▶ [Task description]: Of the entries below, return exactly those lines that fall between the one containing "M1896,1141L1979,1182V1236L1900,1197Z" and the one containing "M1940,102L1979,99", the two end lines included.

▶ [Given data]:
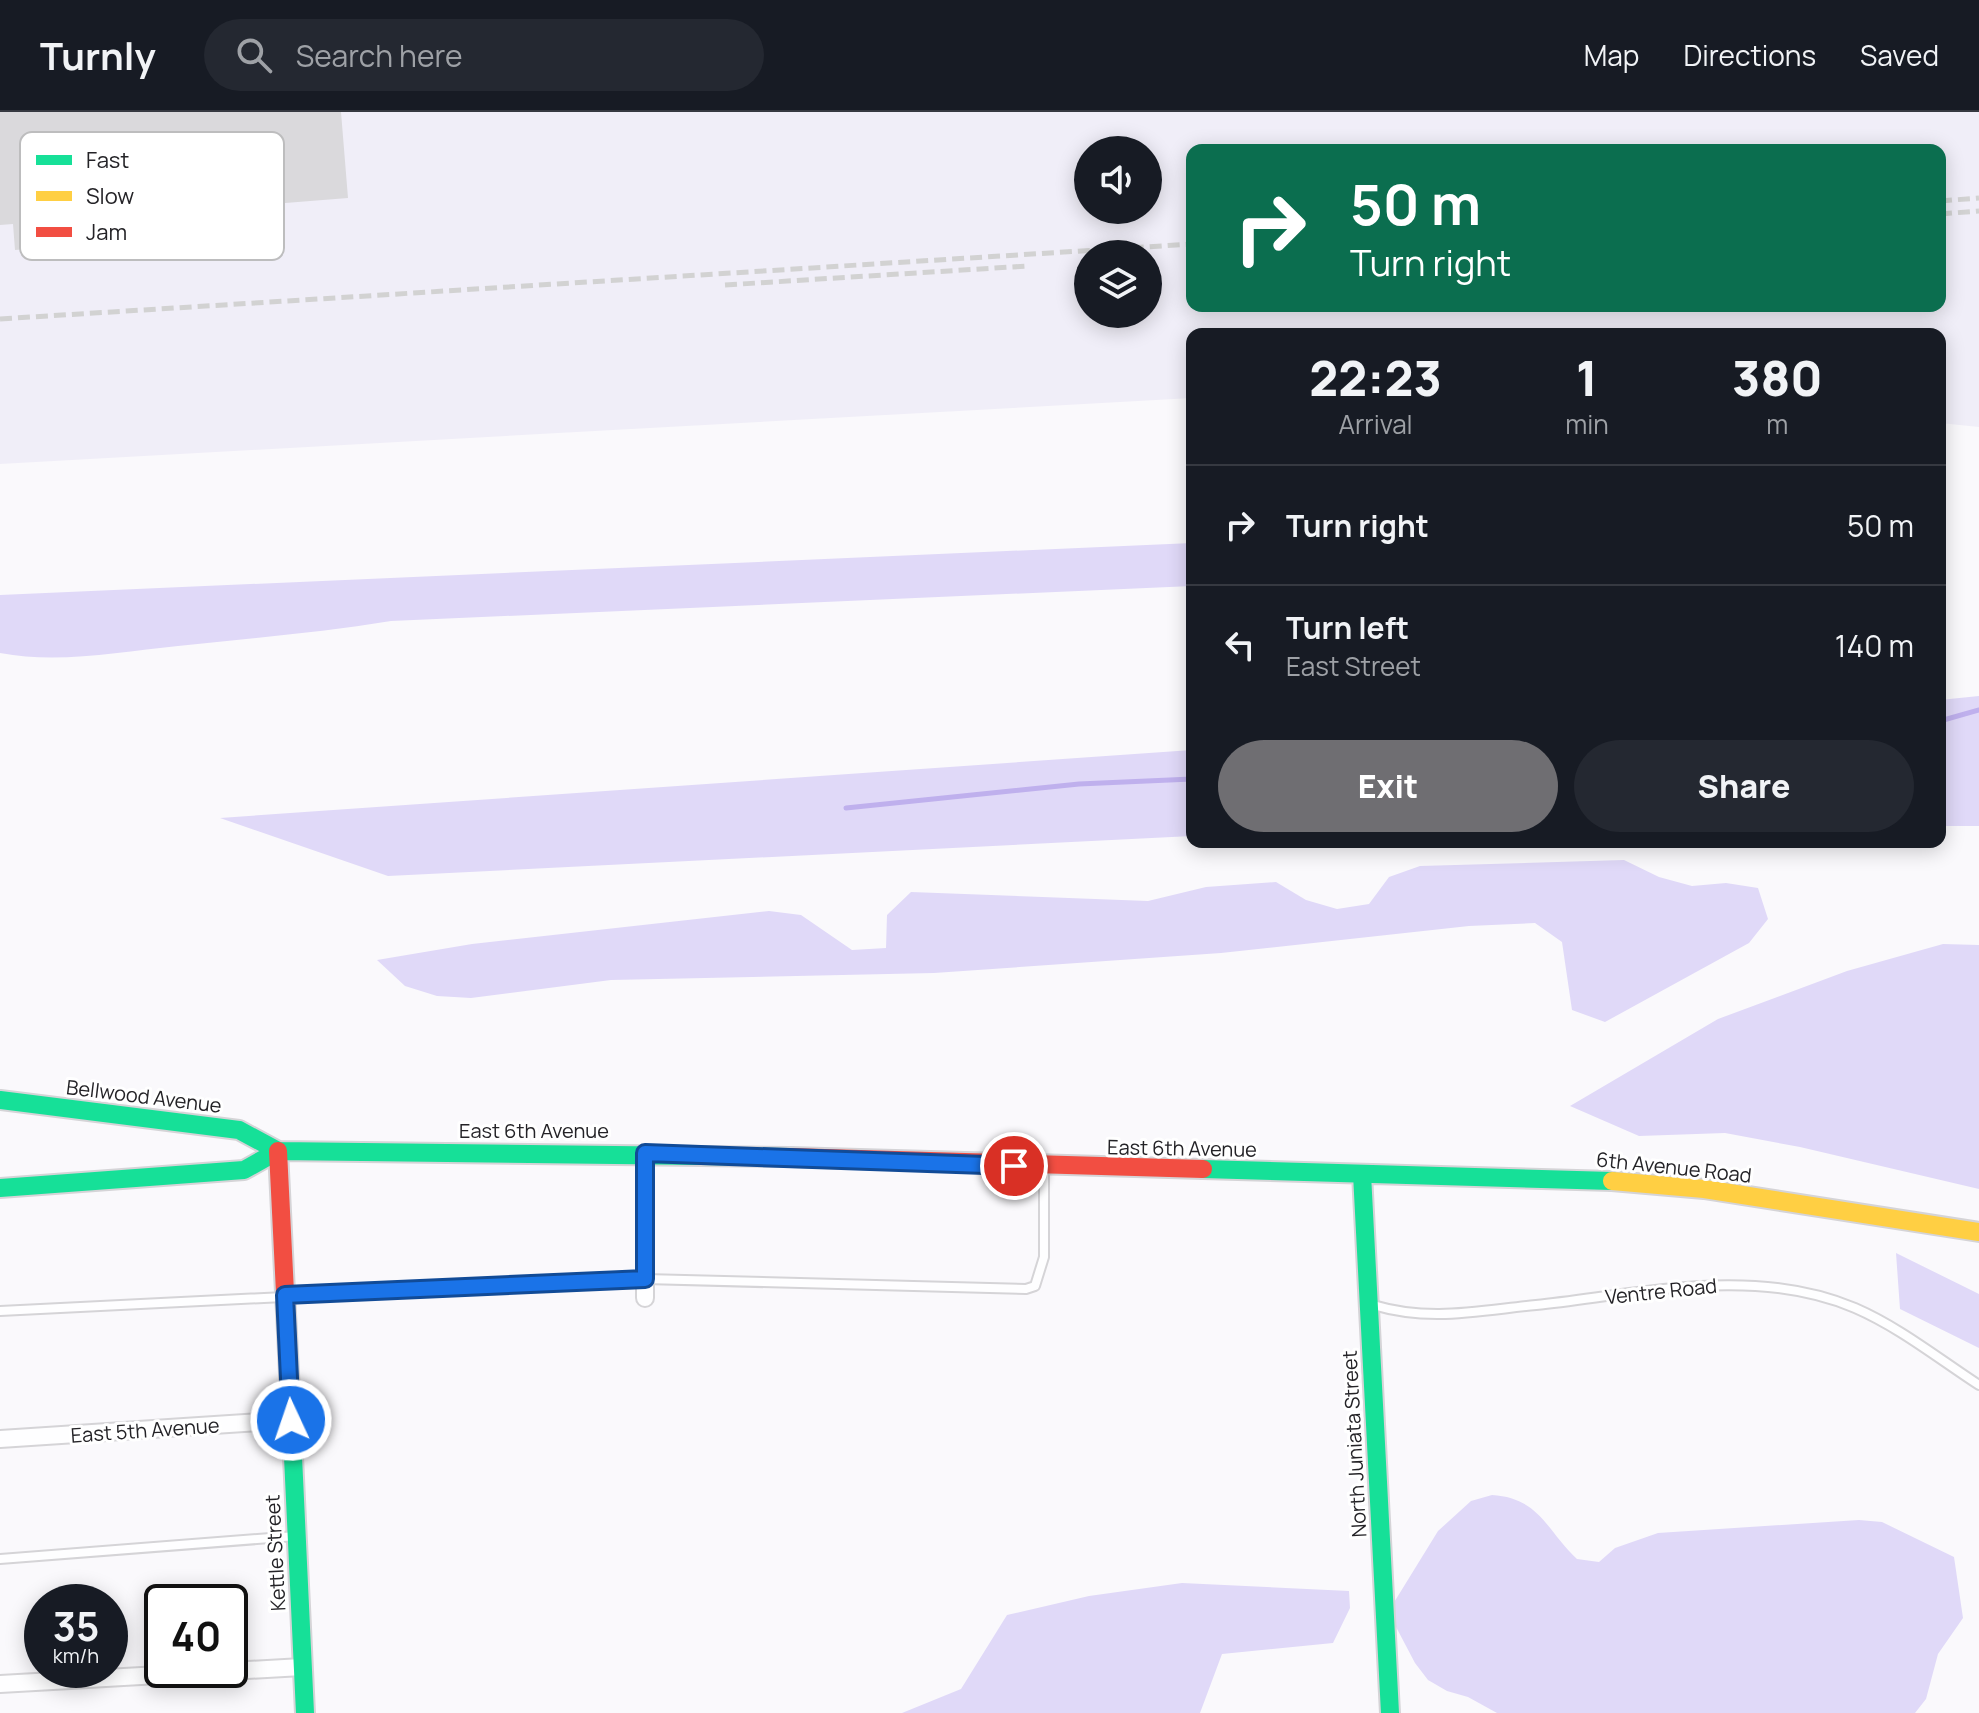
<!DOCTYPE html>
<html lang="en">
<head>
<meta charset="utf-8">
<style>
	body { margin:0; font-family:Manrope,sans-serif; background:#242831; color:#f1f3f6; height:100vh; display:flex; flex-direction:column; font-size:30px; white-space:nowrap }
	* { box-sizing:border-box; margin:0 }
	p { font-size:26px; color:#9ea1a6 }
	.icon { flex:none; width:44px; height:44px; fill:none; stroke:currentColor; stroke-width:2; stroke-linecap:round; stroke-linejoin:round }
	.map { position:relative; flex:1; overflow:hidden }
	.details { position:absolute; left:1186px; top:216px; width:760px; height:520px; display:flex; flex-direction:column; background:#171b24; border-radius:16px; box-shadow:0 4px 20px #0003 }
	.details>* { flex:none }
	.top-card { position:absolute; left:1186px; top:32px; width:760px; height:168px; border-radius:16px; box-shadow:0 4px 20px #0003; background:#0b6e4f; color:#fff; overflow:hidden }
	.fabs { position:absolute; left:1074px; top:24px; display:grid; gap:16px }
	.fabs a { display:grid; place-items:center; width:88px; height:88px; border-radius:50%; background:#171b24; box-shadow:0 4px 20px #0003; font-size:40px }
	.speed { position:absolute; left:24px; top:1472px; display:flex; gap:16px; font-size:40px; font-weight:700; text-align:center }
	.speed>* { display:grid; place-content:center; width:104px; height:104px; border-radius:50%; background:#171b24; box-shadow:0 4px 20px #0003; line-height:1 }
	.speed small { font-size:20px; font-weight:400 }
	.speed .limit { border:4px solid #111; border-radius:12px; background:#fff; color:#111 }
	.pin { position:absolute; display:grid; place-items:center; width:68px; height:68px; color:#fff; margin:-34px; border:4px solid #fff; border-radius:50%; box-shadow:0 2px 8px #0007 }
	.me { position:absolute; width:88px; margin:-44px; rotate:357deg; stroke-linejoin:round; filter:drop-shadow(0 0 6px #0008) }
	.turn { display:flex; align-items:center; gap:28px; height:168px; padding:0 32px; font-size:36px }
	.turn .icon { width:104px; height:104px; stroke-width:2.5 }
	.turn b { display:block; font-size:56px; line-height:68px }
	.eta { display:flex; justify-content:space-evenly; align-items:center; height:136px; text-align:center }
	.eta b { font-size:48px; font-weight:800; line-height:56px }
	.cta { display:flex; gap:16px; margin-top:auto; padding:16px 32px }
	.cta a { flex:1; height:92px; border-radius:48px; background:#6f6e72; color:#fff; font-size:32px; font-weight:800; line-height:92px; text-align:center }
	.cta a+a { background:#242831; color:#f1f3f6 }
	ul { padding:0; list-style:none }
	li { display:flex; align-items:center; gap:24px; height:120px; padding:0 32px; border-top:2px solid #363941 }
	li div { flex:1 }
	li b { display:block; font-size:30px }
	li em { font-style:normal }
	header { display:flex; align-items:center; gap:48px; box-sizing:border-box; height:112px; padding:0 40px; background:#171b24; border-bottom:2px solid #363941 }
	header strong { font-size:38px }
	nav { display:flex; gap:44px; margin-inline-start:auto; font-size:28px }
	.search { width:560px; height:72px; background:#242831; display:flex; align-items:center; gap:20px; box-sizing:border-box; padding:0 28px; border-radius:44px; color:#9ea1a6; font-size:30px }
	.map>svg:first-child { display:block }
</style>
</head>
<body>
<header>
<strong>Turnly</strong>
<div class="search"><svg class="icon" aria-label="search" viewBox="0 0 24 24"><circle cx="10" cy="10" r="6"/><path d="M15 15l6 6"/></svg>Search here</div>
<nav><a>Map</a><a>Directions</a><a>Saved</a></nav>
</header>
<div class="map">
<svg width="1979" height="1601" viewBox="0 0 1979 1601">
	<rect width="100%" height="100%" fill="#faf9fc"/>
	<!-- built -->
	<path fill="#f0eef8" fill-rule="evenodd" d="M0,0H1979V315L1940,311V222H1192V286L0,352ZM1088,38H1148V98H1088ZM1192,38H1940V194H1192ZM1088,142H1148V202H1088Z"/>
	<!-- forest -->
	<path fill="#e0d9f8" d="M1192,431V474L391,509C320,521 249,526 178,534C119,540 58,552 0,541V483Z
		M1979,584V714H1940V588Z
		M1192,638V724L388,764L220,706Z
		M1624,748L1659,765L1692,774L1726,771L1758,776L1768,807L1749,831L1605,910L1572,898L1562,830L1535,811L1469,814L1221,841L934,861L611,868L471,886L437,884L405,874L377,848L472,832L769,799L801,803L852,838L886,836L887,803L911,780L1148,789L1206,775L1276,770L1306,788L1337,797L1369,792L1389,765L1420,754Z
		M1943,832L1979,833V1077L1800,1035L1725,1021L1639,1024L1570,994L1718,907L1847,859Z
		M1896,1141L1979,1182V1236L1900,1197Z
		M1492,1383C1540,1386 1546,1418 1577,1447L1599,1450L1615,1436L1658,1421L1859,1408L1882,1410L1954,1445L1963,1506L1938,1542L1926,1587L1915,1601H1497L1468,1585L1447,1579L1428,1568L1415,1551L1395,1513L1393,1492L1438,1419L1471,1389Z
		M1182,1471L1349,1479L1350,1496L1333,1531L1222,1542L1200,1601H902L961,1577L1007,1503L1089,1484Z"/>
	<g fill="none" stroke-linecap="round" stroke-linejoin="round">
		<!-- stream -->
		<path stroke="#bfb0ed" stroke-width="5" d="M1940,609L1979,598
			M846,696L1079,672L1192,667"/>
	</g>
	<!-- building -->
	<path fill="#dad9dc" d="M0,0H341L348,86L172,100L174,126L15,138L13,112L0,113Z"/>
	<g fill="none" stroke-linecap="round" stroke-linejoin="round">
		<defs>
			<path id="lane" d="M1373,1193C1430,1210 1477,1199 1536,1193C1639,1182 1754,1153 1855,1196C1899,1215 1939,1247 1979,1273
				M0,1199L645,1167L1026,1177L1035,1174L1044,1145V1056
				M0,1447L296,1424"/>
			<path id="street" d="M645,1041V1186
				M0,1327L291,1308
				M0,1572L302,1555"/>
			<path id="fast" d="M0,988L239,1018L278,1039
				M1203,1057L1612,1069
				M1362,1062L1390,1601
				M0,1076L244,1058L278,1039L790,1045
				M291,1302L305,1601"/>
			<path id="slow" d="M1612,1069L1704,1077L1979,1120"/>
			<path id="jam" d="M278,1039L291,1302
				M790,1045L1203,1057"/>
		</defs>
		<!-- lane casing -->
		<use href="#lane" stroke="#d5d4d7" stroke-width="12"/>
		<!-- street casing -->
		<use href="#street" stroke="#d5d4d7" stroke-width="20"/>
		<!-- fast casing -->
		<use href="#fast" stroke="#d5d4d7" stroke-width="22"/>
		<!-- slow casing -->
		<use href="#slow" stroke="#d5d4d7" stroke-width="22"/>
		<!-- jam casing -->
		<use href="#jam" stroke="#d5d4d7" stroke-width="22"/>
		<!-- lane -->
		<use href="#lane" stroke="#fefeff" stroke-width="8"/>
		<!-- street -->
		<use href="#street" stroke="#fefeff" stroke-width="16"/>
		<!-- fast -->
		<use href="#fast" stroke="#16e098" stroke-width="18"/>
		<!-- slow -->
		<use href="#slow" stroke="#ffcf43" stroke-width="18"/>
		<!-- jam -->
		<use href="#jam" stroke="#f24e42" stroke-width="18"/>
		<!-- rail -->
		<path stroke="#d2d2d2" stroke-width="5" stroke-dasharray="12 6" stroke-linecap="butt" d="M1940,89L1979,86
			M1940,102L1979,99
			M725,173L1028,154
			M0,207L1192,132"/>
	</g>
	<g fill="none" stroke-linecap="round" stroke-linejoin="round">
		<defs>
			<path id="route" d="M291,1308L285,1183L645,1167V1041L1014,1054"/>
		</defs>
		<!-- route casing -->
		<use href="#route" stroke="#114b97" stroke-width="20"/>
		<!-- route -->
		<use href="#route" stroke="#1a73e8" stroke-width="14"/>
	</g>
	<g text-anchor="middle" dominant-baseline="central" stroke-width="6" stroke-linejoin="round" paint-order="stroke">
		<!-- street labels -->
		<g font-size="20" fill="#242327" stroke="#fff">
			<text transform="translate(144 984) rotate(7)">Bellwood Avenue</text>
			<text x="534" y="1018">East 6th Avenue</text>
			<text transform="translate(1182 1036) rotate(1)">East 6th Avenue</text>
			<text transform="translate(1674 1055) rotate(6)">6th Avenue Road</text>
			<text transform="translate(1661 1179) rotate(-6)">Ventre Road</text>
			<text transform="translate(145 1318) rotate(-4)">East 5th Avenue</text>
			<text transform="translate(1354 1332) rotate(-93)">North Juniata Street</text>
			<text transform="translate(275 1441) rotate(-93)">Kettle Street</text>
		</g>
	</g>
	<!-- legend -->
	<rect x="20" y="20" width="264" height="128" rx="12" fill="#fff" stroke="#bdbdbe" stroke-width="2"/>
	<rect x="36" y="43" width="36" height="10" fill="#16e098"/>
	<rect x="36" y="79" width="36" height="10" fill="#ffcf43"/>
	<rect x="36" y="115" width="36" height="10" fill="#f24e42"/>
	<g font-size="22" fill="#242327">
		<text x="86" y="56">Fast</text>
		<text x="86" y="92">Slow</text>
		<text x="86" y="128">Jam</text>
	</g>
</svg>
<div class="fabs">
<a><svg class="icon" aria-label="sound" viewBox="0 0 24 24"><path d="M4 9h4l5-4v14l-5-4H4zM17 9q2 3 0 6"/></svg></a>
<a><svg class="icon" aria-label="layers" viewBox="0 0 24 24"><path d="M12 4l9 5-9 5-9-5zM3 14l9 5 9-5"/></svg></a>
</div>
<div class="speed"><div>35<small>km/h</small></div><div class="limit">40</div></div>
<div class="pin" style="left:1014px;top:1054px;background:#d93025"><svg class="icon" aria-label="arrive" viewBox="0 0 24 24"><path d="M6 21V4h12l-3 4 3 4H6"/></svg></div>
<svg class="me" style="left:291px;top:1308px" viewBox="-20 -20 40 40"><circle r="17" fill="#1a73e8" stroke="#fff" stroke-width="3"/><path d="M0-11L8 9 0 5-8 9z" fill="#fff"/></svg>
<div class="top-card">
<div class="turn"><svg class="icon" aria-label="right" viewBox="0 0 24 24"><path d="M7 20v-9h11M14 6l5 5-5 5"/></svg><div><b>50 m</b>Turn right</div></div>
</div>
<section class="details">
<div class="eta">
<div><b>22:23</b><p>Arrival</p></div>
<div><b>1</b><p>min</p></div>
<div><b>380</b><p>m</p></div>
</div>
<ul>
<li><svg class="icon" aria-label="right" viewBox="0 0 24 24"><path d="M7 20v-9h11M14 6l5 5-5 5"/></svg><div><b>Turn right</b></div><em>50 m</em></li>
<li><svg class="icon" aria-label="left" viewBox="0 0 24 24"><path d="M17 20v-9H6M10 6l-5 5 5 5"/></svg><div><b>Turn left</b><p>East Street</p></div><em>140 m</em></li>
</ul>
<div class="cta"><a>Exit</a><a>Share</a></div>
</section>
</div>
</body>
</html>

▶ [Answer area]:
		M1896,1141L1979,1182V1236L1900,1197Z
		M1492,1383C1540,1386 1546,1418 1577,1447L1599,1450L1615,1436L1658,1421L1859,1408L1882,1410L1954,1445L1963,1506L1938,1542L1926,1587L1915,1601H1497L1468,1585L1447,1579L1428,1568L1415,1551L1395,1513L1393,1492L1438,1419L1471,1389Z
		M1182,1471L1349,1479L1350,1496L1333,1531L1222,1542L1200,1601H902L961,1577L1007,1503L1089,1484Z"/>
	<g fill="none" stroke-linecap="round" stroke-linejoin="round">
		<!-- stream -->
		<path stroke="#bfb0ed" stroke-width="5" d="M1940,609L1979,598
			M846,696L1079,672L1192,667"/>
	</g>
	<!-- building -->
	<path fill="#dad9dc" d="M0,0H341L348,86L172,100L174,126L15,138L13,112L0,113Z"/>
	<g fill="none" stroke-linecap="round" stroke-linejoin="round">
		<defs>
			<path id="lane" d="M1373,1193C1430,1210 1477,1199 1536,1193C1639,1182 1754,1153 1855,1196C1899,1215 1939,1247 1979,1273
				M0,1199L645,1167L1026,1177L1035,1174L1044,1145V1056
				M0,1447L296,1424"/>
			<path id="street" d="M645,1041V1186
				M0,1327L291,1308
				M0,1572L302,1555"/>
			<path id="fast" d="M0,988L239,1018L278,1039
				M1203,1057L1612,1069
				M1362,1062L1390,1601
				M0,1076L244,1058L278,1039L790,1045
				M291,1302L305,1601"/>
			<path id="slow" d="M1612,1069L1704,1077L1979,1120"/>
			<path id="jam" d="M278,1039L291,1302
				M790,1045L1203,1057"/>
		</defs>
		<!-- lane casing -->
		<use href="#lane" stroke="#d5d4d7" stroke-width="12"/>
		<!-- street casing -->
		<use href="#street" stroke="#d5d4d7" stroke-width="20"/>
		<!-- fast casing -->
		<use href="#fast" stroke="#d5d4d7" stroke-width="22"/>
		<!-- slow casing -->
		<use href="#slow" stroke="#d5d4d7" stroke-width="22"/>
		<!-- jam casing -->
		<use href="#jam" stroke="#d5d4d7" stroke-width="22"/>
		<!-- lane -->
		<use href="#lane" stroke="#fefeff" stroke-width="8"/>
		<!-- street -->
		<use href="#street" stroke="#fefeff" stroke-width="16"/>
		<!-- fast -->
		<use href="#fast" stroke="#16e098" stroke-width="18"/>
		<!-- slow -->
		<use href="#slow" stroke="#ffcf43" stroke-width="18"/>
		<!-- jam -->
		<use href="#jam" stroke="#f24e42" stroke-width="18"/>
		<!-- rail -->
		<path stroke="#d2d2d2" stroke-width="5" stroke-dasharray="12 6" stroke-linecap="butt" d="M1940,89L1979,86
			M1940,102L1979,99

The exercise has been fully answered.